[Opening PROVIDED MATERIAL section]

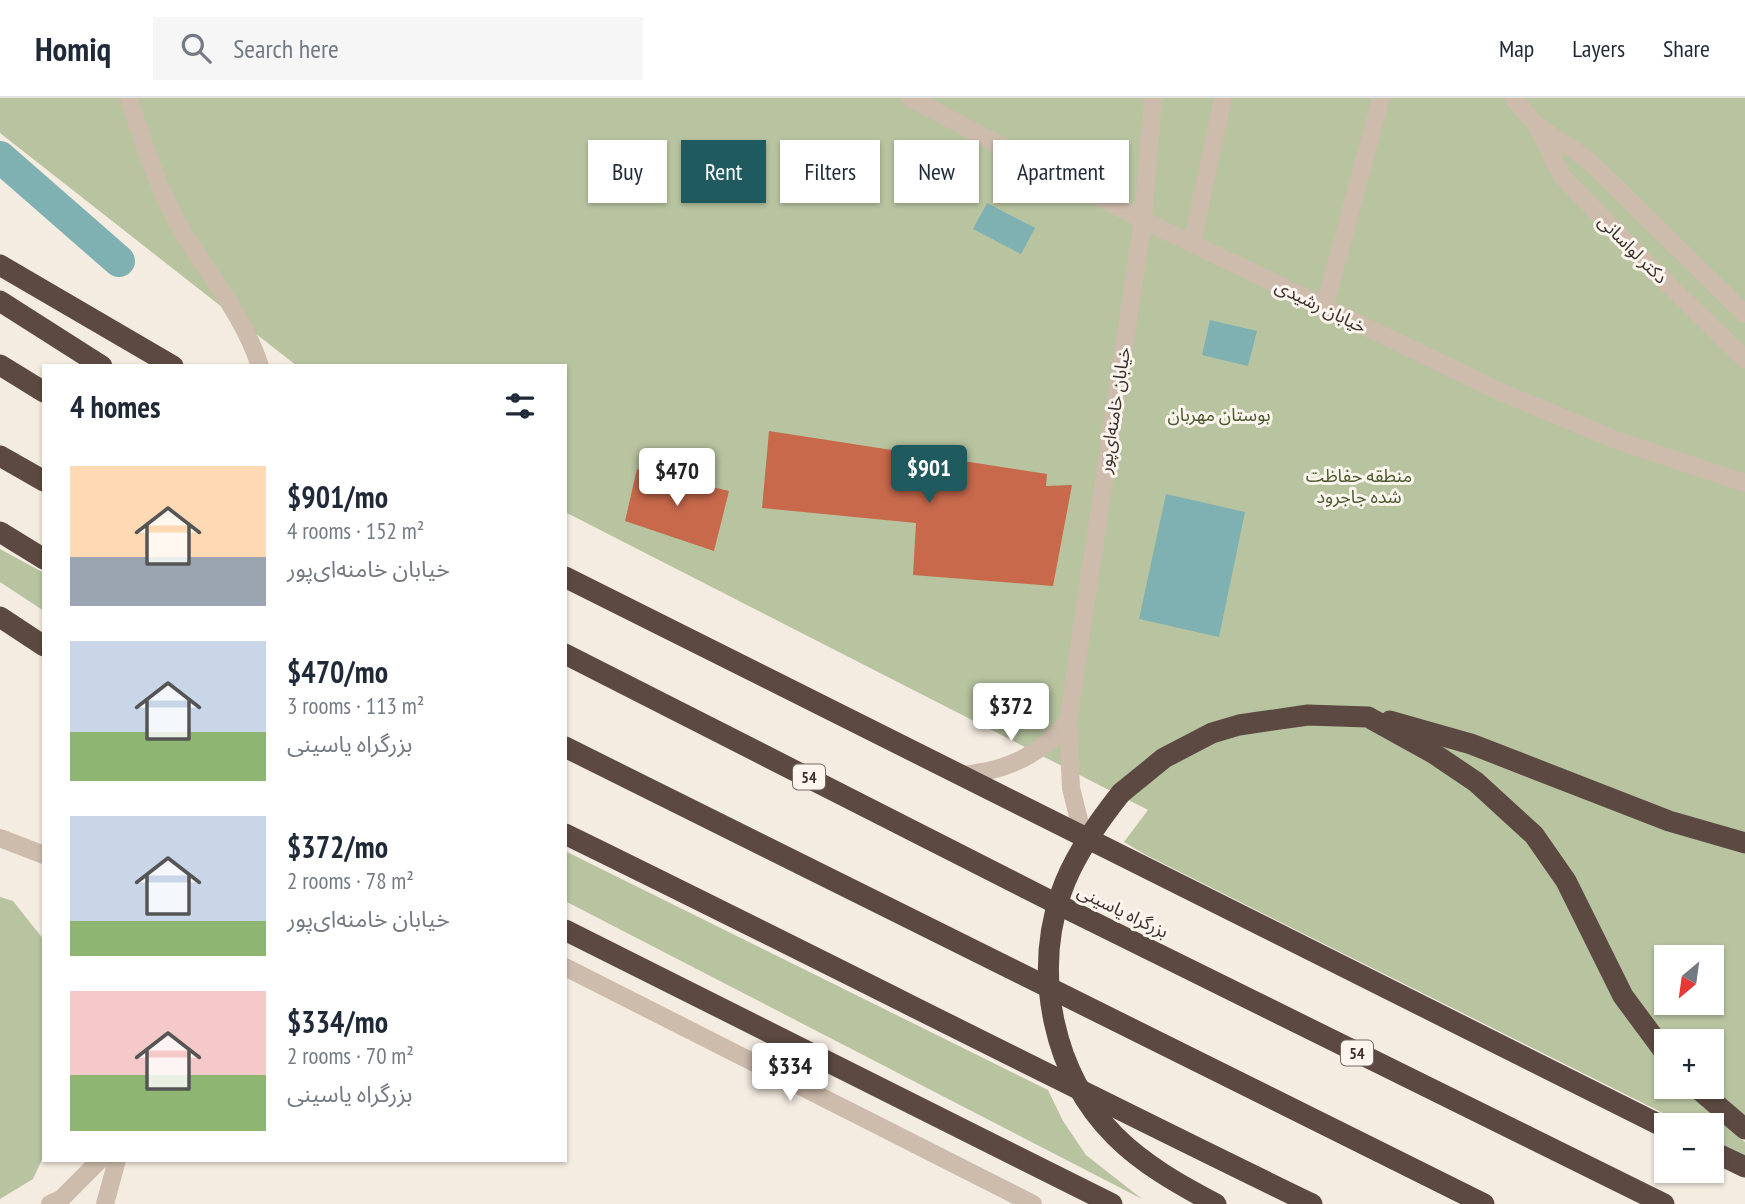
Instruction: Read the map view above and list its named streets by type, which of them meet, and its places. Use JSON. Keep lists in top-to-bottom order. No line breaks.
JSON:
{"streets":{"highway":["54","بزرگراه یاسینی"],"street":["دکتر لواسانی","خیابان رشیدی","خیابان خامنه‌ای‌پور"]},"crossings":[["خیابان رشیدی","خیابان خامنه‌ای‌پور"]],"parks":["بوستان مهربان","منطقه حفاظت شده جاجرود"],"north":"bottom left","page":{"header":"Homiq","search":"Search here","nav":["Map","Layers","Share"],"chip":["Buy","Rent","Filters","New","Apartment"],"heading":"4 homes","price":["$901","$470","$372","$334"],"list":[{"name":"$901/mo","note":"4 rooms · 152 m² · خیابان خامنه‌ای‌پور"},{"name":"$470/mo","note":"3 rooms · 113 m² · بزرگراه یاسینی"},{"name":"$372/mo","note":"2 rooms · 78 m² · خیابان خامنه‌ای‌پور"},{"name":"$334/mo","note":"2 rooms · 70 m² · بزرگراه یاسینی"}],"map_buttons":["+","−"]}}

[Closing PROVIDED MATERIAL section]

THE TASK:
Without any pictures, print the whole listing again exactly as it stands.

TASK RESULT:
Instruction: Read the map view above and list its named streets by type, which of them meet, and its places. Use JSON. Keep lists in top-to-bottom order. No line breaks.
JSON:
{"streets":{"highway":["54","بزرگراه یاسینی"],"street":["دکتر لواسانی","خیابان رشیدی","خیابان خامنه‌ای‌پور"]},"crossings":[["خیابان رشیدی","خیابان خامنه‌ای‌پور"]],"parks":["بوستان مهربان","منطقه حفاظت شده جاجرود"],"north":"bottom left","page":{"header":"Homiq","search":"Search here","nav":["Map","Layers","Share"],"chip":["Buy","Rent","Filters","New","Apartment"],"heading":"4 homes","price":["$901","$470","$372","$334"],"list":[{"name":"$901/mo","note":"4 rooms · 152 m² · خیابان خامنه‌ای‌پور"},{"name":"$470/mo","note":"3 rooms · 113 m² · بزرگراه یاسینی"},{"name":"$372/mo","note":"2 rooms · 78 m² · خیابان خامنه‌ای‌پور"},{"name":"$334/mo","note":"2 rooms · 70 m² · بزرگراه یاسینی"}],"map_buttons":["+","−"]}}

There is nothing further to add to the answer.